=== Assignment ===
From the first line to the last, copy the data below word for word.

=== Records for this exercise ===
● ● ●

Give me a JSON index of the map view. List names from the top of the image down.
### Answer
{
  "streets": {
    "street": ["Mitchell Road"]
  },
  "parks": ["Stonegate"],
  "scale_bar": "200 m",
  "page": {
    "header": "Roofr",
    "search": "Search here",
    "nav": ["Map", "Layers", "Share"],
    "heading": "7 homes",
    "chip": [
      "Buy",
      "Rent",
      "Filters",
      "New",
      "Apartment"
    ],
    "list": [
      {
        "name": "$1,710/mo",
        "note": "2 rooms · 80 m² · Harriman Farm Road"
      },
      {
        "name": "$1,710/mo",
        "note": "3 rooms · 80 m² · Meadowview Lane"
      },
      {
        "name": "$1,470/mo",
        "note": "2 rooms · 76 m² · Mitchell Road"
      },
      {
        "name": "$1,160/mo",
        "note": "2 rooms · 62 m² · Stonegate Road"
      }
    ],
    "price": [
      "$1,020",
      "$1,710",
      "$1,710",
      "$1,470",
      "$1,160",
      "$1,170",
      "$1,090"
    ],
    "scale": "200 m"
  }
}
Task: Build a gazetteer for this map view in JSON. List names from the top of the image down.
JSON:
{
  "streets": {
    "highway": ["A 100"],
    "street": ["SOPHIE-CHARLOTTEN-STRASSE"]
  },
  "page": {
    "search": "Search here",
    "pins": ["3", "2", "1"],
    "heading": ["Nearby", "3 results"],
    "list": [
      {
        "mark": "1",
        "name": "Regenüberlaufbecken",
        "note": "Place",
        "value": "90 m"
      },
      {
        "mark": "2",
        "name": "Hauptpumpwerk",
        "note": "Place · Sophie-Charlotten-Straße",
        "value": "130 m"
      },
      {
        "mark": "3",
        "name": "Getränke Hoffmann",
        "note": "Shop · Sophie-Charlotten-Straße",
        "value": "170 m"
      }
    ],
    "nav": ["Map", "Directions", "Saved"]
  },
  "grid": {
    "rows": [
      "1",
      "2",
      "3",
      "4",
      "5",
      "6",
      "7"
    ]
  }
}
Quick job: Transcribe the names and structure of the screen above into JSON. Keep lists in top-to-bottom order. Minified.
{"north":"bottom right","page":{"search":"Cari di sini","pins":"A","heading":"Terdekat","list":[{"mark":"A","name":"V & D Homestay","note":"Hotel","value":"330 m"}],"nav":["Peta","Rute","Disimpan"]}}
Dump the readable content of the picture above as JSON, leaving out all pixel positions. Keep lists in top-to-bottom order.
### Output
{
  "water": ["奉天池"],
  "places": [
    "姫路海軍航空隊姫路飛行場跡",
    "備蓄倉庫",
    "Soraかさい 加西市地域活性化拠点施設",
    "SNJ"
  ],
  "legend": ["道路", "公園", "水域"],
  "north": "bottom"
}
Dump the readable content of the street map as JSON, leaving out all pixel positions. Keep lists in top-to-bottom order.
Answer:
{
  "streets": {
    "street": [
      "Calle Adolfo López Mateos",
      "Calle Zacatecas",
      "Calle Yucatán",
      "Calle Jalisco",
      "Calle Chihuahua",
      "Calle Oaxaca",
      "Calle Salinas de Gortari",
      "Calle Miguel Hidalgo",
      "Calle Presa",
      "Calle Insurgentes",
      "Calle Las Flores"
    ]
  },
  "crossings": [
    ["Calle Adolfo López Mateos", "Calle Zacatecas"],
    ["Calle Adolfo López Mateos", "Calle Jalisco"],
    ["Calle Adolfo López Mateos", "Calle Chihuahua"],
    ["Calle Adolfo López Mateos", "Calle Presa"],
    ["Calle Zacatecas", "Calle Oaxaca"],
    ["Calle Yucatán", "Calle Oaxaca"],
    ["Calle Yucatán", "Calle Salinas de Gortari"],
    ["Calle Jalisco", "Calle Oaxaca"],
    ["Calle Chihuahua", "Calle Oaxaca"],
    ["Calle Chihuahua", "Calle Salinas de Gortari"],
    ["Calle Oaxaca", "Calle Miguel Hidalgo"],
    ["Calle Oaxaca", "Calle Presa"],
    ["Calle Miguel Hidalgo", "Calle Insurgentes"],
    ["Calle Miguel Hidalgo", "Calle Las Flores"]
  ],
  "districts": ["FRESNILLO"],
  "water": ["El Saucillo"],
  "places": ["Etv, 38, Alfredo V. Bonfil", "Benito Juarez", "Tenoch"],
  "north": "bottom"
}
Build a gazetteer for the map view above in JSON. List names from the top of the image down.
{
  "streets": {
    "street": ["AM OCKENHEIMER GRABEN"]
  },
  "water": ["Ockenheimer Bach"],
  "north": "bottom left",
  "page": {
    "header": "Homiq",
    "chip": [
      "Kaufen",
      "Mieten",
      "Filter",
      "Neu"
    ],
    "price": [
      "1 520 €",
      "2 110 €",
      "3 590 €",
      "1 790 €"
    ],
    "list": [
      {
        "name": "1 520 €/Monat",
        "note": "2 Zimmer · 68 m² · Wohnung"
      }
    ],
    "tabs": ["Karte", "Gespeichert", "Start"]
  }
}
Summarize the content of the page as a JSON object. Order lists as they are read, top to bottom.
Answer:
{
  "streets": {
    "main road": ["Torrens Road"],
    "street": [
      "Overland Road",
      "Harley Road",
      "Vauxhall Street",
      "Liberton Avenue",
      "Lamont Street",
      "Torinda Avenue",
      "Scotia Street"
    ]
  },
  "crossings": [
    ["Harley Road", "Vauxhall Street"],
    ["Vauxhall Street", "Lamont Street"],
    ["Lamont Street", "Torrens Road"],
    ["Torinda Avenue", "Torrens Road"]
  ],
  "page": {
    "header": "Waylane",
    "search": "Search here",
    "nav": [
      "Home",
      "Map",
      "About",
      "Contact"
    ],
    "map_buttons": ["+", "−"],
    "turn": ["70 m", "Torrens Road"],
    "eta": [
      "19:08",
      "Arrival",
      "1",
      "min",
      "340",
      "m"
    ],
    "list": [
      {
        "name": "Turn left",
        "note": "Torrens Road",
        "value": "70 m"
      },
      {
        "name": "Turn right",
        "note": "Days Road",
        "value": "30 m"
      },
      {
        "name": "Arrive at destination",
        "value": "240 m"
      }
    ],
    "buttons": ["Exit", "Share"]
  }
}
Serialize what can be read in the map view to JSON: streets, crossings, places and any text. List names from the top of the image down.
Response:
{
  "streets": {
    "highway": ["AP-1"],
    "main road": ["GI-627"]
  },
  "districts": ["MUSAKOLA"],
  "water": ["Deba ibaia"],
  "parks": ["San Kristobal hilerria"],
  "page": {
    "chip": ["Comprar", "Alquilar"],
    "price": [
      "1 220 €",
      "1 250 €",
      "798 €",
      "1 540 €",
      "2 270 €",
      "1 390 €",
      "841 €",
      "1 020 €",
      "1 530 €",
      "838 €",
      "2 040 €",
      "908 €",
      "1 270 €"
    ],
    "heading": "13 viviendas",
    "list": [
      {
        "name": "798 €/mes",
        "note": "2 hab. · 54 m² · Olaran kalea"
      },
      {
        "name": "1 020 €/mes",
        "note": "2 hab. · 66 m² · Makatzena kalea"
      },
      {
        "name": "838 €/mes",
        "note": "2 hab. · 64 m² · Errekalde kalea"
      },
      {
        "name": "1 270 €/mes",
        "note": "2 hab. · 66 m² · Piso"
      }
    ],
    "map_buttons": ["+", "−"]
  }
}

● ● ●

=== Exercise answer ===
Give me a JSON index of the map view. List names from the top of the image down.
### Answer
{
  "streets": {
    "street": ["Mitchell Road"]
  },
  "parks": ["Stonegate"],
  "scale_bar": "200 m",
  "page": {
    "header": "Roofr",
    "search": "Search here",
    "nav": ["Map", "Layers", "Share"],
    "heading": "7 homes",
    "chip": [
      "Buy",
      "Rent",
      "Filters",
      "New",
      "Apartment"
    ],
    "list": [
      {
        "name": "$1,710/mo",
        "note": "2 rooms · 80 m² · Harriman Farm Road"
      },
      {
        "name": "$1,710/mo",
        "note": "3 rooms · 80 m² · Meadowview Lane"
      },
      {
        "name": "$1,470/mo",
        "note": "2 rooms · 76 m² · Mitchell Road"
      },
      {
        "name": "$1,160/mo",
        "note": "2 rooms · 62 m² · Stonegate Road"
      }
    ],
    "price": [
      "$1,020",
      "$1,710",
      "$1,710",
      "$1,470",
      "$1,160",
      "$1,170",
      "$1,090"
    ],
    "scale": "200 m"
  }
}
Task: Build a gazetteer for this map view in JSON. List names from the top of the image down.
JSON:
{
  "streets": {
    "highway": ["A 100"],
    "street": ["SOPHIE-CHARLOTTEN-STRASSE"]
  },
  "page": {
    "search": "Search here",
    "pins": ["3", "2", "1"],
    "heading": ["Nearby", "3 results"],
    "list": [
      {
        "mark": "1",
        "name": "Regenüberlaufbecken",
        "note": "Place",
        "value": "90 m"
      },
      {
        "mark": "2",
        "name": "Hauptpumpwerk",
        "note": "Place · Sophie-Charlotten-Straße",
        "value": "130 m"
      },
      {
        "mark": "3",
        "name": "Getränke Hoffmann",
        "note": "Shop · Sophie-Charlotten-Straße",
        "value": "170 m"
      }
    ],
    "nav": ["Map", "Directions", "Saved"]
  },
  "grid": {
    "rows": [
      "1",
      "2",
      "3",
      "4",
      "5",
      "6",
      "7"
    ]
  }
}
Quick job: Transcribe the names and structure of the screen above into JSON. Keep lists in top-to-bottom order. Minified.
{"north":"bottom right","page":{"search":"Cari di sini","pins":"A","heading":"Terdekat","list":[{"mark":"A","name":"V & D Homestay","note":"Hotel","value":"330 m"}],"nav":["Peta","Rute","Disimpan"]}}
Dump the readable content of the picture above as JSON, leaving out all pixel positions. Keep lists in top-to-bottom order.
### Output
{
  "water": ["奉天池"],
  "places": [
    "姫路海軍航空隊姫路飛行場跡",
    "備蓄倉庫",
    "Soraかさい 加西市地域活性化拠点施設",
    "SNJ"
  ],
  "legend": ["道路", "公園", "水域"],
  "north": "bottom"
}
Dump the readable content of the street map as JSON, leaving out all pixel positions. Keep lists in top-to-bottom order.
Answer:
{
  "streets": {
    "street": [
      "Calle Adolfo López Mateos",
      "Calle Zacatecas",
      "Calle Yucatán",
      "Calle Jalisco",
      "Calle Chihuahua",
      "Calle Oaxaca",
      "Calle Salinas de Gortari",
      "Calle Miguel Hidalgo",
      "Calle Presa",
      "Calle Insurgentes",
      "Calle Las Flores"
    ]
  },
  "crossings": [
    ["Calle Adolfo López Mateos", "Calle Zacatecas"],
    ["Calle Adolfo López Mateos", "Calle Jalisco"],
    ["Calle Adolfo López Mateos", "Calle Chihuahua"],
    ["Calle Adolfo López Mateos", "Calle Presa"],
    ["Calle Zacatecas", "Calle Oaxaca"],
    ["Calle Yucatán", "Calle Oaxaca"],
    ["Calle Yucatán", "Calle Salinas de Gortari"],
    ["Calle Jalisco", "Calle Oaxaca"],
    ["Calle Chihuahua", "Calle Oaxaca"],
    ["Calle Chihuahua", "Calle Salinas de Gortari"],
    ["Calle Oaxaca", "Calle Miguel Hidalgo"],
    ["Calle Oaxaca", "Calle Presa"],
    ["Calle Miguel Hidalgo", "Calle Insurgentes"],
    ["Calle Miguel Hidalgo", "Calle Las Flores"]
  ],
  "districts": ["FRESNILLO"],
  "water": ["El Saucillo"],
  "places": ["Etv, 38, Alfredo V. Bonfil", "Benito Juarez", "Tenoch"],
  "north": "bottom"
}
Build a gazetteer for the map view above in JSON. List names from the top of the image down.
{
  "streets": {
    "street": ["AM OCKENHEIMER GRABEN"]
  },
  "water": ["Ockenheimer Bach"],
  "north": "bottom left",
  "page": {
    "header": "Homiq",
    "chip": [
      "Kaufen",
      "Mieten",
      "Filter",
      "Neu"
    ],
    "price": [
      "1 520 €",
      "2 110 €",
      "3 590 €",
      "1 790 €"
    ],
    "list": [
      {
        "name": "1 520 €/Monat",
        "note": "2 Zimmer · 68 m² · Wohnung"
      }
    ],
    "tabs": ["Karte", "Gespeichert", "Start"]
  }
}
Summarize the content of the page as a JSON object. Order lists as they are read, top to bottom.
Answer:
{
  "streets": {
    "main road": ["Torrens Road"],
    "street": [
      "Overland Road",
      "Harley Road",
      "Vauxhall Street",
      "Liberton Avenue",
      "Lamont Street",
      "Torinda Avenue",
      "Scotia Street"
    ]
  },
  "crossings": [
    ["Harley Road", "Vauxhall Street"],
    ["Vauxhall Street", "Lamont Street"],
    ["Lamont Street", "Torrens Road"],
    ["Torinda Avenue", "Torrens Road"]
  ],
  "page": {
    "header": "Waylane",
    "search": "Search here",
    "nav": [
      "Home",
      "Map",
      "About",
      "Contact"
    ],
    "map_buttons": ["+", "−"],
    "turn": ["70 m", "Torrens Road"],
    "eta": [
      "19:08",
      "Arrival",
      "1",
      "min",
      "340",
      "m"
    ],
    "list": [
      {
        "name": "Turn left",
        "note": "Torrens Road",
        "value": "70 m"
      },
      {
        "name": "Turn right",
        "note": "Days Road",
        "value": "30 m"
      },
      {
        "name": "Arrive at destination",
        "value": "240 m"
      }
    ],
    "buttons": ["Exit", "Share"]
  }
}
Serialize what can be read in the map view to JSON: streets, crossings, places and any text. List names from the top of the image down.
Response:
{
  "streets": {
    "highway": ["AP-1"],
    "main road": ["GI-627"]
  },
  "districts": ["MUSAKOLA"],
  "water": ["Deba ibaia"],
  "parks": ["San Kristobal hilerria"],
  "page": {
    "chip": ["Comprar", "Alquilar"],
    "price": [
      "1 220 €",
      "1 250 €",
      "798 €",
      "1 540 €",
      "2 270 €",
      "1 390 €",
      "841 €",
      "1 020 €",
      "1 530 €",
      "838 €",
      "2 040 €",
      "908 €",
      "1 270 €"
    ],
    "heading": "13 viviendas",
    "list": [
      {
        "name": "798 €/mes",
        "note": "2 hab. · 54 m² · Olaran kalea"
      },
      {
        "name": "1 020 €/mes",
        "note": "2 hab. · 66 m² · Makatzena kalea"
      },
      {
        "name": "838 €/mes",
        "note": "2 hab. · 64 m² · Errekalde kalea"
      },
      {
        "name": "1 270 €/mes",
        "note": "2 hab. · 66 m² · Piso"
      }
    ],
    "map_buttons": ["+", "−"]
  }
}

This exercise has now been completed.